Driving a resistive load with a square wave at a particular voltage will deliver twice as much power as driving a resistive load with a sine wave of the same peak voltage. A speaker, however, does not represent a resistive load; the current required to change a speaker's position quickly is much greater than what's required to change its position slowly. To displace air with a perfect square wave would require an infinite amount of power(*). In practice, trying to drive a speaker with a perfect square wave will result in air motion which is not a perfect square wave.
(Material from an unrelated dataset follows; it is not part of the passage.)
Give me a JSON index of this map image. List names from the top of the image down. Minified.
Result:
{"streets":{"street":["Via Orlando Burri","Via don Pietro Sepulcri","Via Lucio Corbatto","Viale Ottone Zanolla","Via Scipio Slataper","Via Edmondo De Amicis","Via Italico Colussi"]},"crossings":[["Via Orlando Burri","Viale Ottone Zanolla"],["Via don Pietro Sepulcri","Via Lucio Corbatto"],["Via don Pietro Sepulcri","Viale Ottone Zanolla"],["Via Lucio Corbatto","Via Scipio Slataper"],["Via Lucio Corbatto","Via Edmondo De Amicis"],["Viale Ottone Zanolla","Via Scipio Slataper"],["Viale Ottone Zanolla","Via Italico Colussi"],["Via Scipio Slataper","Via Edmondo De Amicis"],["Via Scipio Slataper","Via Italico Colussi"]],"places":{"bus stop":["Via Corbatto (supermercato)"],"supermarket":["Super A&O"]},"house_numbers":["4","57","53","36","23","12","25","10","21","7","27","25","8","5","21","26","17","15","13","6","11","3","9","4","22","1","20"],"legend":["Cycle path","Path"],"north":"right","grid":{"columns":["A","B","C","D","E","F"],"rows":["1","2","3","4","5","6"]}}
While the actual observed behavior will vary depending upon the type of speaker one is trying to drive, driving a speaker with a square wave of a certain peak voltage will take a lot more power than driving it with a sine wave of the same voltage and frequency, and in general the closer the speaker is able to get to a perfect square wave, the more power will be consumed in the attempt.
(*) If air were a lossless medium, it would be possible to recover all the energy one put into the air that echos back before it is removed by something else; the power one one would have to put in would thus equal the power that other things took out. In practice, though, the closer to a square wave one tries to get, the greater the losses. Instantaneously moving air would require moving it with infinite force against a finite distance; a speaker would be unable to recapture much of that energy. Indeed, because of the speaker's electrical resistance stopping the speaker quickly would likely require pushing more energy into the speaker, rather than passively recovering energy from it.
If one's objective is to achieve the maximum perceived with a given available voltage, using a square wave or sawtooth wave would be a good way to do that. If the objective is to receive the maximum perceived loudness for a given amount of power consumed, other waveforms may be better (which waveforms are best depends upon the designs of the speaker and the driver circuit).